Only an exact repetition is needed: the lines from the start of the listing below through the line that contains "width:16px; height:16px; translate:-50%", pictures omitted.

-*-

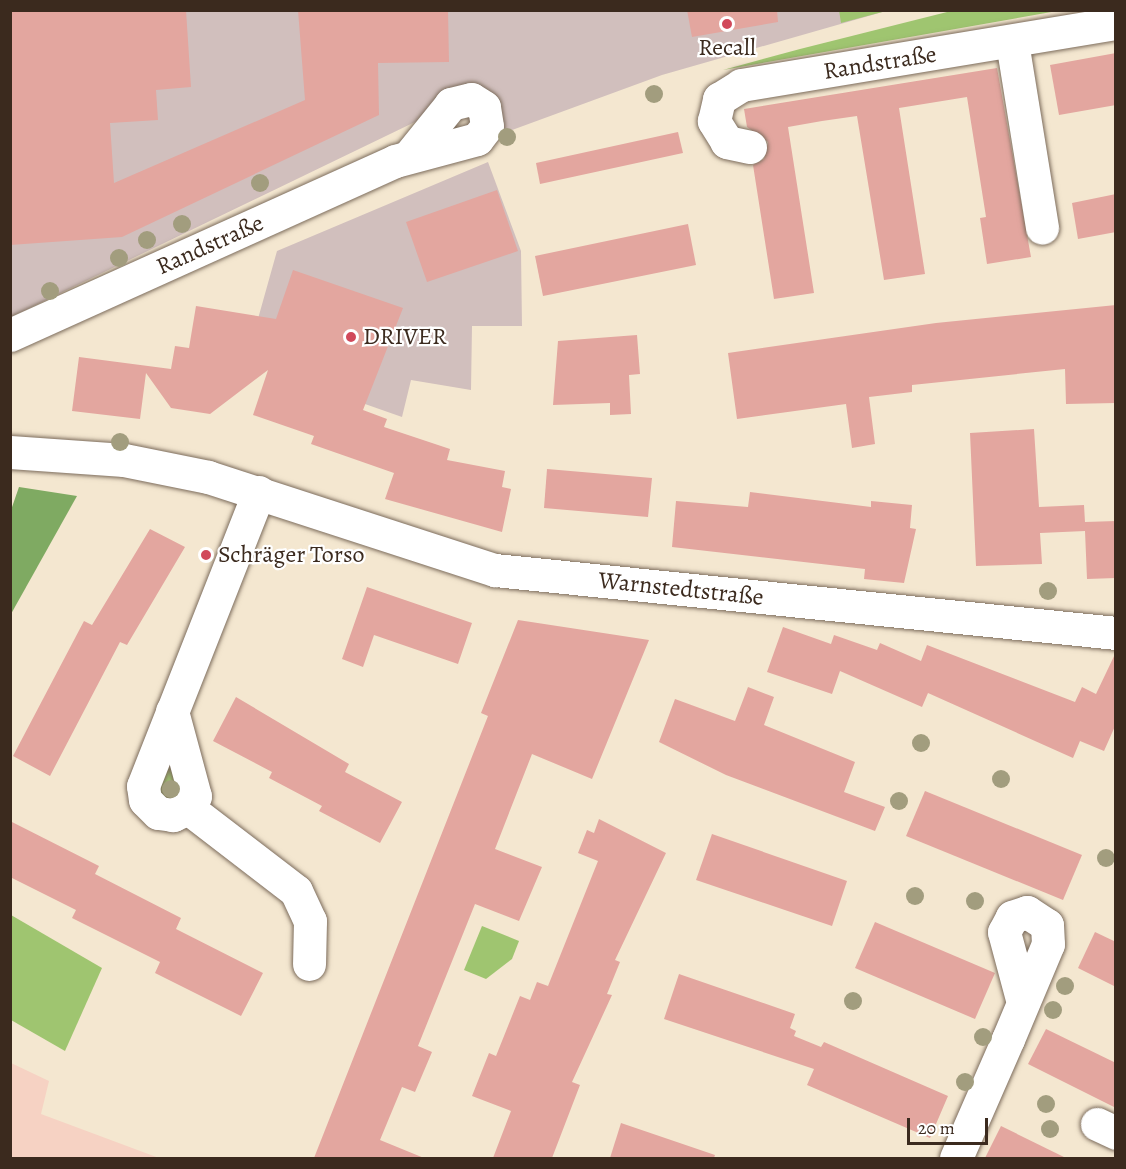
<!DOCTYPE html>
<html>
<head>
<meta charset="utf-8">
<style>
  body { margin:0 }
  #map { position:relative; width:1126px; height:1169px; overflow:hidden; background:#f4e7d0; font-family:Alegreya,serif }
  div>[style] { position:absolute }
  .built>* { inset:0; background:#f6d2c3 }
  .industrial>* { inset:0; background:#d1bfbd }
  .green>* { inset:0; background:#9fc570 }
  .forest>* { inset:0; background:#7faa62 }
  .building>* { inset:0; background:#e3a69f }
  .roads { filter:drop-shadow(0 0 2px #7c6c5c) drop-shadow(0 0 2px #7c6c5c) }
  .minor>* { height:33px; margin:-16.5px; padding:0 16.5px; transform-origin:16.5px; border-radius:16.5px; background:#fff }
  .trees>* { width:18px; height:18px; margin:-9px; border-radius:50%; background:#a29d7e }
  .dots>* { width:16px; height:16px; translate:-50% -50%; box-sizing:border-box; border:3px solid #fff; border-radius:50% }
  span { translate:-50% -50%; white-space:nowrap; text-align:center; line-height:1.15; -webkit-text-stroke:4.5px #fff; paint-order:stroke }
  .poi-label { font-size:24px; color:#3b2a1e }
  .left { translate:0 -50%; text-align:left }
  .street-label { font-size:24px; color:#3b2a1e }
  .frame { position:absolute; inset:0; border:12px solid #3b2a1e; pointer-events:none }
  .scale { position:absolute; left:907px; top:1118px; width:81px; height:27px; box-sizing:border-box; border:3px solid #3b2a1e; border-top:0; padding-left:8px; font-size:18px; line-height:21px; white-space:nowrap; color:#3b2a1e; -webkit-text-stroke:4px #fff; paint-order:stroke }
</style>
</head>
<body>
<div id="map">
  <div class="built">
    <div style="clip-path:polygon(11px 1063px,49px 1081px,41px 1114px,159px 1158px,11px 1158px)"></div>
  </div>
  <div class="industrial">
    <div style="clip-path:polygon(11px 11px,886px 11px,662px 75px,501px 134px,500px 104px,477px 85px,448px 89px,417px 121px,11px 317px)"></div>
    <div style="clip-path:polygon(488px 162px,521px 251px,522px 326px,472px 326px,471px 390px,411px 380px,402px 417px,365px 404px,252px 340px,277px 251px)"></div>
  </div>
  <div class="green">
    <div style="clip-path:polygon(839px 10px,886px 10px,886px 11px,841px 23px)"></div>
    <div style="clip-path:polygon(951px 11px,1057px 11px,723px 70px,800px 49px)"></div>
    <div style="clip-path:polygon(169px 755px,182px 785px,174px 802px,157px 795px)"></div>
    <div style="clip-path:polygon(11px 915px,102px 968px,65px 1051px,11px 1020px)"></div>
    <div style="clip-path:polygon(482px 926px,519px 941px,512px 959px,486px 979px,464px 970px)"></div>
  </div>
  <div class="forest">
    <div style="clip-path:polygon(19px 487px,77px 496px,11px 614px,11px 510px)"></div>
  </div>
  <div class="building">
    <div style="clip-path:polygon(10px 10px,186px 10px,191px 87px,156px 90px,158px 120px,110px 123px,114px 183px,305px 100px,298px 10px,448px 10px,449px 62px,378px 63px,379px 115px,122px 237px,10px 245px)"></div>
    <div style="clip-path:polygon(687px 10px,777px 10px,778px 22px,692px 37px)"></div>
    <div style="clip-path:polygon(1116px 53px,1116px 105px,1059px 115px,1050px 65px)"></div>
    <div style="clip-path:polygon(997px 68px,1031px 257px,987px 264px,980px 218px,986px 217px,967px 97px,899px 108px,925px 274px,884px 280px,857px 116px,822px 121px,788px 127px,814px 293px,774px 299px,753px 165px,764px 159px,768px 142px,747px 127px,744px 109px)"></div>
    <div style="clip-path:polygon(678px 132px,683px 153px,540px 184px,536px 163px)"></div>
    <div style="clip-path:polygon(497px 190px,518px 251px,427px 282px,406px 222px)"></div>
    <div style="clip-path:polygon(1116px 194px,1116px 232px,1078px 239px,1072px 203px)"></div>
    <div style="clip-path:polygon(688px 224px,696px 265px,543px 296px,535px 256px)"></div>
    <div style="clip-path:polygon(293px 270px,403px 308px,363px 410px,387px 419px,384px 427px,450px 449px,447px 460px,505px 471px,502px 487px,511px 489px,502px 532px,385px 499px,394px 473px,311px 444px,314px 436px,253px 415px,268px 370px,210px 414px,171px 408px,146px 373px,140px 419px,72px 411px,79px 357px,171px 369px,175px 346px,189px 348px,196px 306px,276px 319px)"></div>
    <div style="clip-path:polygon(1116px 305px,1116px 403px,1066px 404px,1065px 369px,912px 385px,912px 392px,869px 397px,875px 444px,852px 448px,846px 404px,737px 419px,728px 353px,936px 323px)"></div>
    <div style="clip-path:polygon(637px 335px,640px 374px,629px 375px,631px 414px,610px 415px,610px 403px,553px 405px,558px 341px)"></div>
    <div style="clip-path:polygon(1034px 429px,1039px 507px,1084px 505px,1085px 522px,1116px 521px,1116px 578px,1087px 579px,1085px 531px,1040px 533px,1042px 564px,976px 566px,970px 433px)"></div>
    <div style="clip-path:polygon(547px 469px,652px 478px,648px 517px,544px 508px)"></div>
    <div style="clip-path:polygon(750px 492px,871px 507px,871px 501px,912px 505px,910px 528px,916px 529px,904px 583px,864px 579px,865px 569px,672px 547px,676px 501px,748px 507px)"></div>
    <div style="clip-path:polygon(150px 529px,185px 547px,127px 645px,120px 642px,50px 776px,13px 756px,84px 621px,92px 625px)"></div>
    <div style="clip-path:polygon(367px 587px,472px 623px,458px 664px,374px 635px,363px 667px,342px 659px)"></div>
    <div style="clip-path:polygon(518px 620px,649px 640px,592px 779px,532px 754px,495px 849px,542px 867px,519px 921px,475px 904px,418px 1046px,432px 1052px,415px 1092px,402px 1087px,380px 1140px,424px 1158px,314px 1158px,488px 716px,481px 713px)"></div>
    <div style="clip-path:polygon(783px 627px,831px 644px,834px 635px,877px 650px,880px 643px,921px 661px,927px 645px,1075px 702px,1082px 687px,1096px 694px,1116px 652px,1116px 724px,1104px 751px,1080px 741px,1073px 758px,928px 693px,922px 707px,840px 671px,832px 694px,767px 672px)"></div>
    <div style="clip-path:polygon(748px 687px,774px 697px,764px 725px,855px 762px,844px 792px,885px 807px,875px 831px,726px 775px,659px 742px,675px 699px,735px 721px)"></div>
    <div style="clip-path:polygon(236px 697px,349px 764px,345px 772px,402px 802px,380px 843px,319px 811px,322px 806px,269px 778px,272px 772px,213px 741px)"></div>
    <div style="clip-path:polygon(925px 791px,1082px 855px,1063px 900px,906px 836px)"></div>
    <div style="clip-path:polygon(599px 819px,666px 853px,615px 960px,620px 962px,607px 994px,612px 995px,572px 1082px,580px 1085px,552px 1158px,493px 1158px,511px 1111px,472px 1096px,489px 1053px,496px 1056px,520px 996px,530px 1000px,537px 982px,548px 986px,598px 861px,578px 853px,587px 830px,594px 833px)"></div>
    <div style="clip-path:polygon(10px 821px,99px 866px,95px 874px,181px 918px,176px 929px,263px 973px,241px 1016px,155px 973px,160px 962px,72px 918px,76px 910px,10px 877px)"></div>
    <div style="clip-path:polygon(712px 834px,847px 881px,832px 926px,696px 880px)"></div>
    <div style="clip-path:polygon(875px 922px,995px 973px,975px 1019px,855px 968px)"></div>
    <div style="clip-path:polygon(1095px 932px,1116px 942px,1116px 987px,1078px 968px)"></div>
    <div style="clip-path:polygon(679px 974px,795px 1014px,790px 1028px,796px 1031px,794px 1036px,821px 1047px,824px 1042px,948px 1096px,930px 1138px,807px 1085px,814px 1069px,664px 1019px)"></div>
    <div style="clip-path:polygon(1046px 1029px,1116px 1063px,1116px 1108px,1028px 1064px)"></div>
    <div style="clip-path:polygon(621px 1123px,715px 1155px,714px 1158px,610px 1158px)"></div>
    <div style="clip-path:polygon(1001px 1126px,1066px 1158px,985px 1158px)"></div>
  </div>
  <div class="roads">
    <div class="minor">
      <div style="left:1012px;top:42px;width:188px;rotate:80.8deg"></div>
      <div style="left:750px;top:147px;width:24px;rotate:-168deg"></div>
      <div style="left:727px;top:142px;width:25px;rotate:-122deg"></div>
      <div style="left:714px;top:121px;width:23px;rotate:-77deg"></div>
      <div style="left:719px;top:99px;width:26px;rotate:-32deg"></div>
      <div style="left:741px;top:85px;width:380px;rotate:-9.4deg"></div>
      <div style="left:10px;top:335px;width:422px;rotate:-24.3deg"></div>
      <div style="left:395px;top:161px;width:85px;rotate:-15deg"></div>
      <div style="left:477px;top:139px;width:16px;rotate:-52deg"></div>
      <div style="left:487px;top:126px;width:19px;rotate:-99deg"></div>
      <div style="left:484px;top:107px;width:15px;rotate:-148deg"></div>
      <div style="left:471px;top:99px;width:21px;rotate:166deg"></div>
      <div style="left:451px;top:104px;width:67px;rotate:128.9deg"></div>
      <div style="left:10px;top:452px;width:114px;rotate:4deg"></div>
      <div style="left:124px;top:460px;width:86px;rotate:11.4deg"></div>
      <div style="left:208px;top:477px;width:302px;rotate:18deg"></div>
      <div style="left:495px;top:570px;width:624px;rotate:5.79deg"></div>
      <div style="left:172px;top:711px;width:88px;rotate:74.9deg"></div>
      <div style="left:195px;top:796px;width:14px;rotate:120deg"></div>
      <div style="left:188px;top:808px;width:17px;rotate:155deg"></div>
      <div style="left:173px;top:815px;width:15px;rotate:-172deg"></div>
      <div style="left:158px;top:813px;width:18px;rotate:-135deg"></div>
      <div style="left:145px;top:800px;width:14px;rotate:-98deg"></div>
      <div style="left:143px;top:786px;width:316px;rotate:-68.5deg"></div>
      <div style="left:188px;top:808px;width:136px;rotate:37.5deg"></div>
      <div style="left:296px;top:891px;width:33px;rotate:65deg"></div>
      <div style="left:310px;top:921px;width:43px;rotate:91.3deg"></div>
      <div style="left:1097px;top:1124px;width:21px;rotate:25deg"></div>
      <div style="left:956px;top:1158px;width:130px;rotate:-66.4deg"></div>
      <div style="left:1008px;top:1039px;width:103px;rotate:-67.2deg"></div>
      <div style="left:1048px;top:944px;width:19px;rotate:-93deg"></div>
      <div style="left:1047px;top:925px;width:24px;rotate:-147deg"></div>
      <div style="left:1027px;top:912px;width:16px;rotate:162deg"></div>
      <div style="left:1012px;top:917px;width:17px;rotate:118deg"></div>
      <div style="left:1004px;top:932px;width:73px;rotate:75deg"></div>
    </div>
  </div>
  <div class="trees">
    <div style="left:654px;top:94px"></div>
    <div style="left:507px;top:137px"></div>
    <div style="left:260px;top:183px"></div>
    <div style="left:182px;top:224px"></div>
    <div style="left:147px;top:240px"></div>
    <div style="left:119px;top:258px"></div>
    <div style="left:50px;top:291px"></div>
    <div style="left:120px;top:442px"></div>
    <div style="left:1048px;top:591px"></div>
    <div style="left:921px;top:743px"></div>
    <div style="left:1001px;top:779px"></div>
    <div style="left:171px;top:789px"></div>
    <div style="left:899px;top:801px"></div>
    <div style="left:1106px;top:858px"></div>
    <div style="left:915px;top:896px"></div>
    <div style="left:975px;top:901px"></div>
    <div style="left:1065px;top:986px"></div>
    <div style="left:853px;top:1001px"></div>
    <div style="left:1053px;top:1010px"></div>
    <div style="left:983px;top:1037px"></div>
    <div style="left:965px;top:1082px"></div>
    <div style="left:1046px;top:1104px"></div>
    <div style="left:1050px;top:1129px"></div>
  </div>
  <div class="dots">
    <div style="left:727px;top:24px;background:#d1495b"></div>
    <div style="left:351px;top:337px;background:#d1495b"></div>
    <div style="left:206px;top:555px;background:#d1495b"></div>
  </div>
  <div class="poi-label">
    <span style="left:727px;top:48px">Recall</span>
    <span class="left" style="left:363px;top:337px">DRIVER</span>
    <span class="left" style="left:218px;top:555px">Schräger Torso</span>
  </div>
  <div class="street-label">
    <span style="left:880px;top:63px;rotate:-9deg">Randstraße</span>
    <span style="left:210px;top:245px;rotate:-24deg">Randstraße</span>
    <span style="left:681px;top:589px;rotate:6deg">Warnstedtstraße</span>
  </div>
  <div class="frame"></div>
  <div class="scale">20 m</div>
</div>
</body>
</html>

-*-

**Expected answer**
<!DOCTYPE html>
<html>
<head>
<meta charset="utf-8">
<style>
  body { margin:0 }
  #map { position:relative; width:1126px; height:1169px; overflow:hidden; background:#f4e7d0; font-family:Alegreya,serif }
  div>[style] { position:absolute }
  .built>* { inset:0; background:#f6d2c3 }
  .industrial>* { inset:0; background:#d1bfbd }
  .green>* { inset:0; background:#9fc570 }
  .forest>* { inset:0; background:#7faa62 }
  .building>* { inset:0; background:#e3a69f }
  .roads { filter:drop-shadow(0 0 2px #7c6c5c) drop-shadow(0 0 2px #7c6c5c) }
  .minor>* { height:33px; margin:-16.5px; padding:0 16.5px; transform-origin:16.5px; border-radius:16.5px; background:#fff }
  .trees>* { width:18px; height:18px; margin:-9px; border-radius:50%; background:#a29d7e }
  .dots>* { width:16px; height:16px; translate:-50% -50%; box-sizing:border-box; border:3px solid #fff; border-radius:50% }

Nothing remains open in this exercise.